• WORK TASK
What you produce should match the records below precisely, except that images are removed.

[Stored items]
------------------------------------------------------------------------

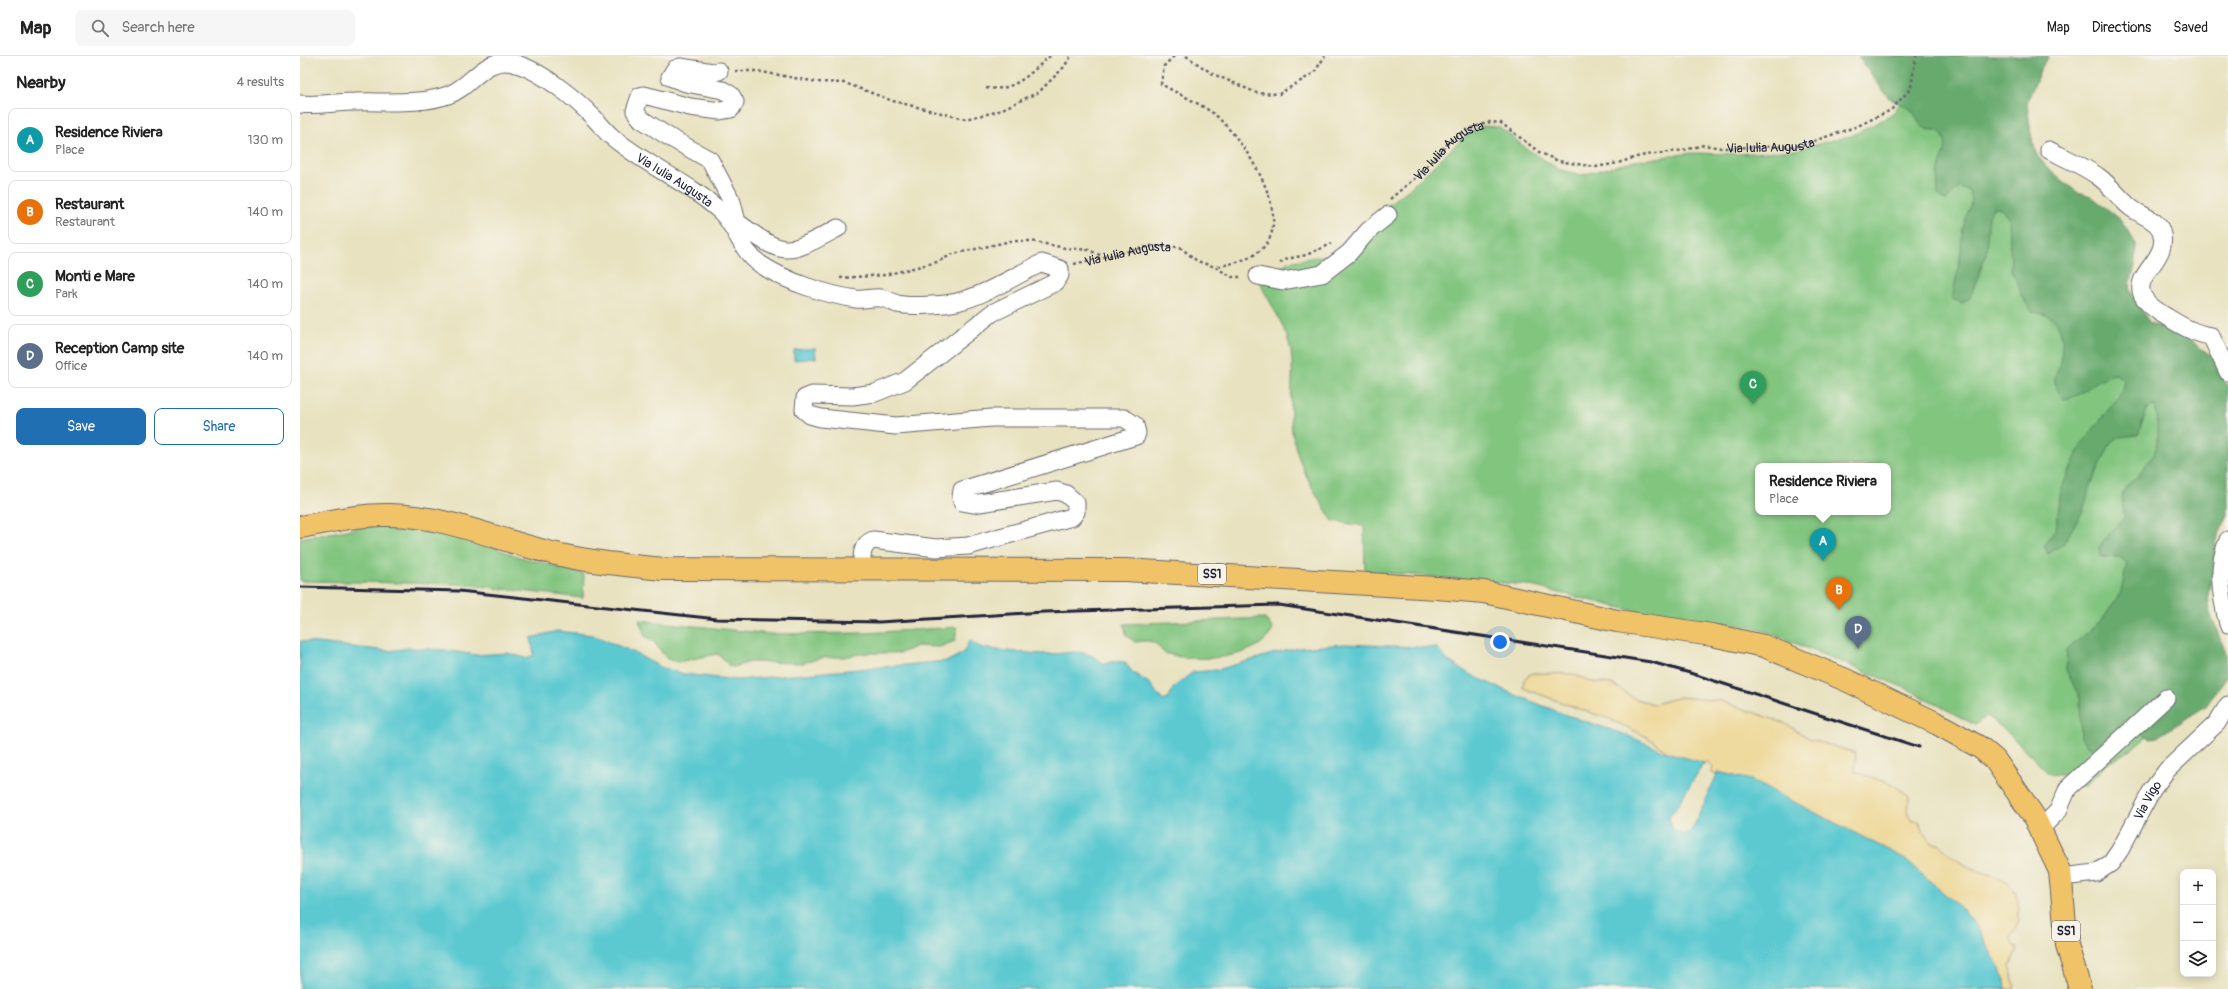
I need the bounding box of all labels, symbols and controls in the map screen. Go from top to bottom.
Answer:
search box [75,10,355,46]
text: Map [20,16,51,40]
icon: search [89,17,111,39]
text: Search here [121,18,195,37]
text: Map [2047,19,2070,36]
text: Directions [2092,19,2151,36]
text: Saved [2173,19,2208,36]
text: Nearby [16,72,65,93]
text: 4 results [237,74,284,90]
street label: Via Iulia Augusta [1411,118,1486,185]
text: Residence Riviera [55,123,163,142]
text: A [26,132,34,148]
text: 130 m [247,132,283,148]
street label: Via Iulia Augusta [1726,134,1817,157]
text: Place [55,142,84,158]
street label: Via Iulia Augusta [633,150,716,211]
text: Restaurant [55,195,124,214]
text: B [26,204,34,220]
text: 140 m [247,204,283,220]
text: Restaurant [55,214,115,230]
street label: Via Iulia Augusta [1083,239,1171,270]
text: Monti e Mare [55,267,135,286]
text: C [26,276,34,292]
text: 140 m [247,276,283,292]
text: Park [55,286,78,302]
text: Reception Camp site [55,339,184,358]
text: D [26,348,34,364]
text: 140 m [247,348,283,364]
text: Office [55,358,87,374]
pin: C [1740,371,1766,404]
button: Save [16,408,146,445]
button: Share [154,408,284,445]
popup [1755,463,1891,515]
text: Residence Riviera [1769,472,1877,491]
text: Place [1769,491,1798,507]
pin: A [1810,528,1836,561]
road number: SS1 [1198,564,1226,584]
pin: B [1826,577,1852,610]
pin: D [1845,616,1871,649]
your location [1490,632,1510,652]
street label: Via Vigo [2131,778,2165,823]
map controls [2180,869,2216,977]
button: + [2180,869,2216,905]
button: − [2180,905,2216,941]
road number: SS1 [2052,921,2080,941]
button: layers [2180,941,2216,977]

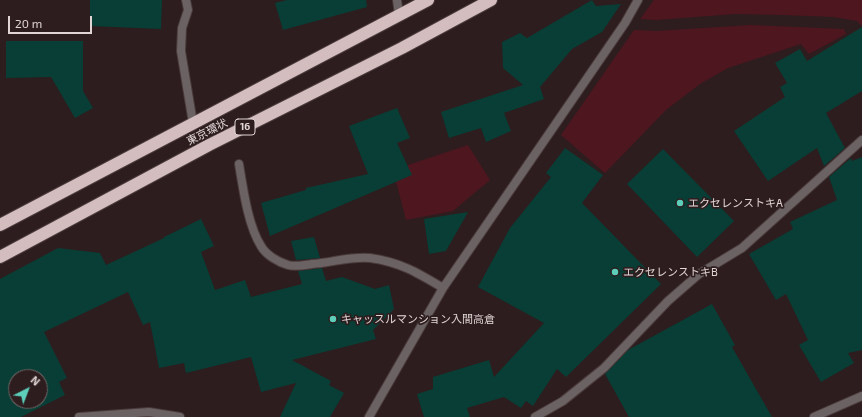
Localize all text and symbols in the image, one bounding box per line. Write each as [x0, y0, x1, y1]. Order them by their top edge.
scale bar [10, 8, 94, 34]
text: 20 m [15, 16, 42, 30]
street label: 東京環状 [184, 116, 230, 148]
road number: 16 [235, 119, 255, 135]
place label: エクセレンストキA [688, 196, 783, 210]
marker: エクセレンストキA [675, 198, 685, 208]
place label: エクセレンストキB [623, 265, 718, 279]
marker: エクセレンストキB [610, 267, 620, 277]
place label: キャッスルマンション入間高倉 [341, 312, 495, 326]
marker: キャッスルマンション入間高倉 [328, 314, 338, 324]
north arrow [8, 369, 48, 409]
text: N [28, 373, 43, 388]

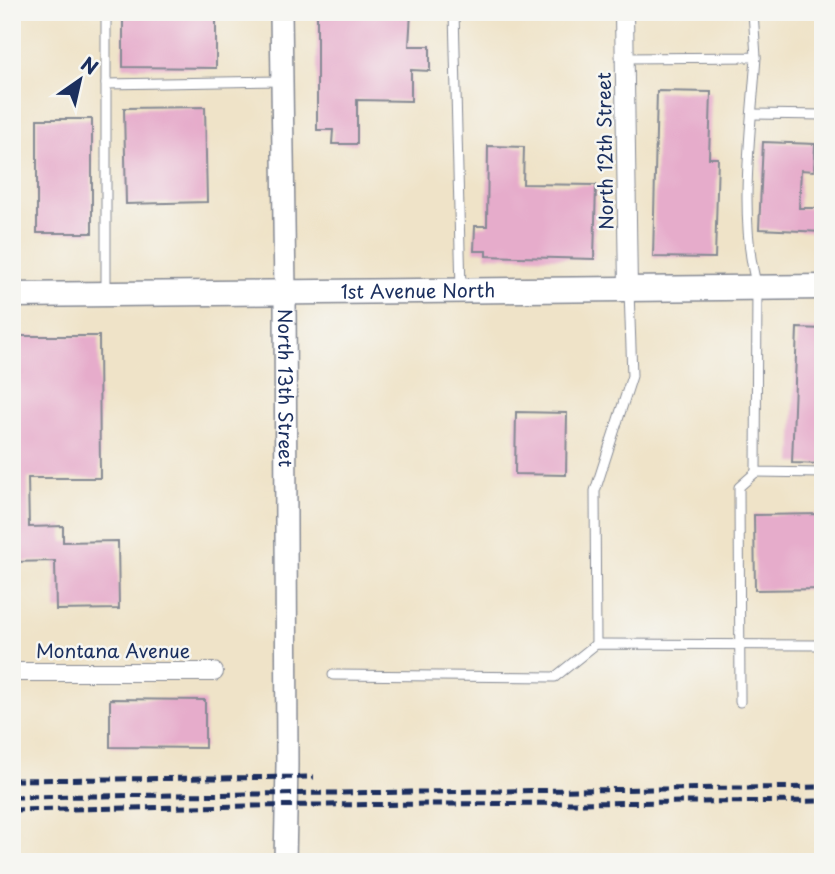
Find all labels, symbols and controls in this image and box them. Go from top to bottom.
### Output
north arrow [46,46,116,116]
text: N [76,49,104,81]
street label: North 12th Street [589,72,619,230]
street label: 1st Avenue North [340,275,495,305]
street label: North 13th Street [272,309,301,467]
street label: Montana Avenue [36,636,190,664]

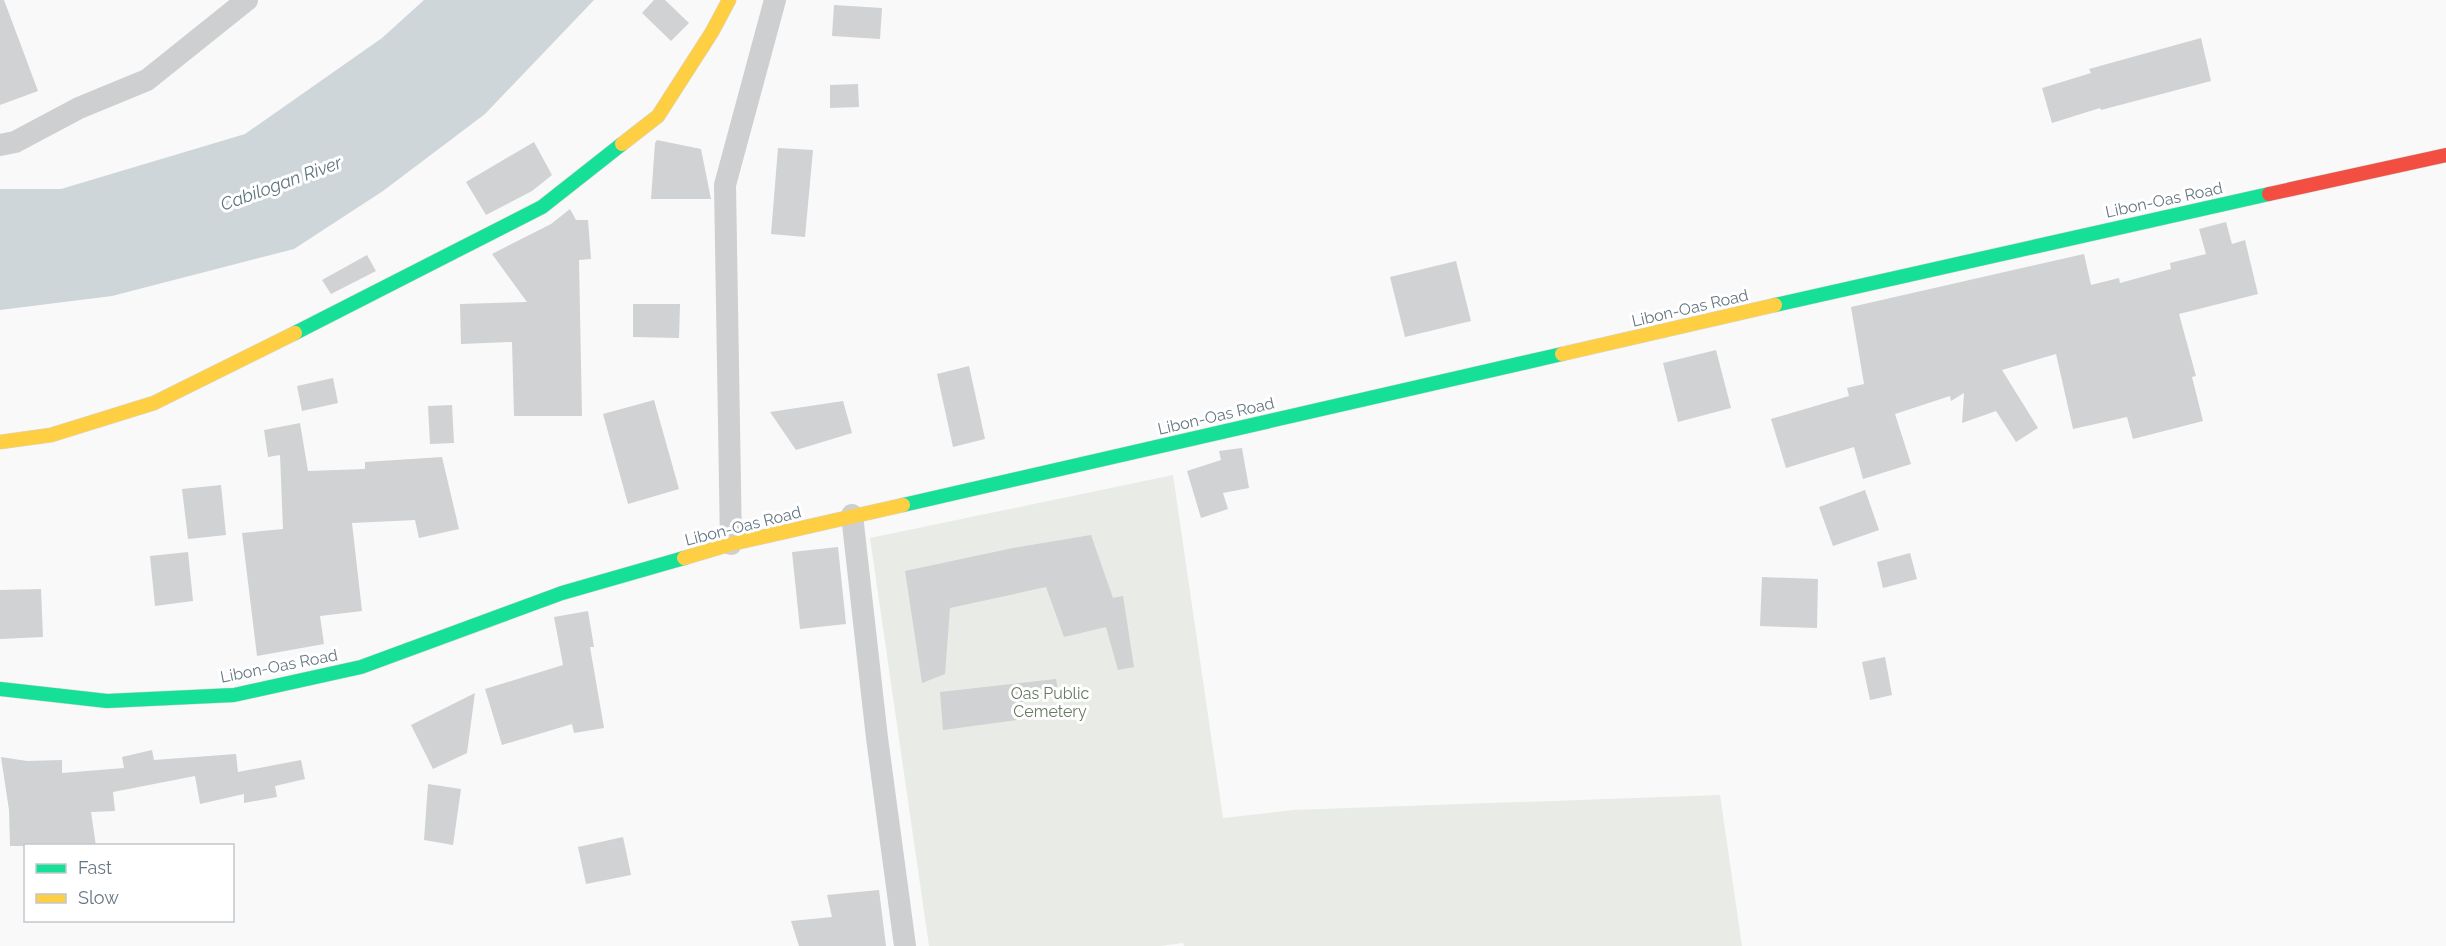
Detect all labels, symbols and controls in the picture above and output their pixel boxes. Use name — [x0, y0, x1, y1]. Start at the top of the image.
water label: Cabilogan River — [217, 151, 345, 215]
street label: Libon-Oas Road — [2104, 178, 2224, 222]
street label: Libon-Oas Road — [1630, 285, 1750, 331]
street label: Libon-Oas Road — [1156, 393, 1276, 439]
street label: Libon-Oas Road — [683, 502, 803, 550]
street label: Libon-Oas Road — [219, 645, 339, 687]
park label: Oas Public Cemetery — [1011, 684, 1089, 721]
legend — [24, 844, 234, 922]
text: Fast — [78, 857, 112, 878]
text: Slow — [78, 887, 119, 908]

------------------------------------------------------------------------

• RESPONSE TO THIS TASK
I need the bounding box of all labels, symbols and controls in the map screen. Go from top to bottom.
Answer:
search box [75,10,355,46]
text: Map [20,16,51,40]
icon: search [89,17,111,39]
text: Search here [121,18,195,37]
text: Map [2047,19,2070,36]
text: Directions [2092,19,2151,36]
text: Saved [2173,19,2208,36]
text: Nearby [16,72,65,93]
text: 4 results [237,74,284,90]
street label: Via Iulia Augusta [1411,118,1486,185]
text: Residence Riviera [55,123,163,142]
text: A [26,132,34,148]
text: 130 m [247,132,283,148]
street label: Via Iulia Augusta [1726,134,1817,157]
text: Place [55,142,84,158]
street label: Via Iulia Augusta [633,150,716,211]
text: Restaurant [55,195,124,214]
text: B [26,204,34,220]
text: 140 m [247,204,283,220]
text: Restaurant [55,214,115,230]
street label: Via Iulia Augusta [1083,239,1171,270]
text: Monti e Mare [55,267,135,286]
text: C [26,276,34,292]
text: 140 m [247,276,283,292]
text: Park [55,286,78,302]
text: Reception Camp site [55,339,184,358]
text: D [26,348,34,364]
text: 140 m [247,348,283,364]
text: Office [55,358,87,374]
pin: C [1740,371,1766,404]
button: Save [16,408,146,445]
button: Share [154,408,284,445]
popup [1755,463,1891,515]
text: Residence Riviera [1769,472,1877,491]
text: Place [1769,491,1798,507]
pin: A [1810,528,1836,561]
road number: SS1 [1198,564,1226,584]
pin: B [1826,577,1852,610]
pin: D [1845,616,1871,649]
your location [1490,632,1510,652]
street label: Via Vigo [2131,778,2165,823]
map controls [2180,869,2216,977]
button: + [2180,869,2216,905]
button: − [2180,905,2216,941]
road number: SS1 [2052,921,2080,941]
button: layers [2180,941,2216,977]

Localize all text and symbols in the image, one bounding box per line. Write each as [x0, y0, x1, y1]. Order them by their top edge.
scale bar [10, 8, 94, 34]
text: 20 m [15, 16, 42, 30]
street label: 東京環状 [184, 116, 230, 148]
road number: 16 [235, 119, 255, 135]
place label: エクセレンストキA [688, 196, 783, 210]
marker: エクセレンストキA [675, 198, 685, 208]
place label: エクセレンストキB [623, 265, 718, 279]
marker: エクセレンストキB [610, 267, 620, 277]
place label: キャッスルマンション入間高倉 [341, 312, 495, 326]
marker: キャッスルマンション入間高倉 [328, 314, 338, 324]
north arrow [8, 369, 48, 409]
text: N [28, 373, 43, 388]

Find all labels, symbols and controls in this image and box them. Go from top to bottom.
### Output
north arrow [46,46,116,116]
text: N [76,49,104,81]
street label: North 12th Street [589,72,619,230]
street label: 1st Avenue North [340,275,495,305]
street label: North 13th Street [272,309,301,467]
street label: Montana Avenue [36,636,190,664]

Detect all labels, symbols and controls in the picture above and output their pixel boxes. Use name — [x0, y0, x1, y1]. Start at the top of the image.
water label: Cabilogan River — [217, 151, 345, 215]
street label: Libon-Oas Road — [2104, 178, 2224, 222]
street label: Libon-Oas Road — [1630, 285, 1750, 331]
street label: Libon-Oas Road — [1156, 393, 1276, 439]
street label: Libon-Oas Road — [683, 502, 803, 550]
street label: Libon-Oas Road — [219, 645, 339, 687]
park label: Oas Public Cemetery — [1011, 684, 1089, 721]
legend — [24, 844, 234, 922]
text: Fast — [78, 857, 112, 878]
text: Slow — [78, 887, 119, 908]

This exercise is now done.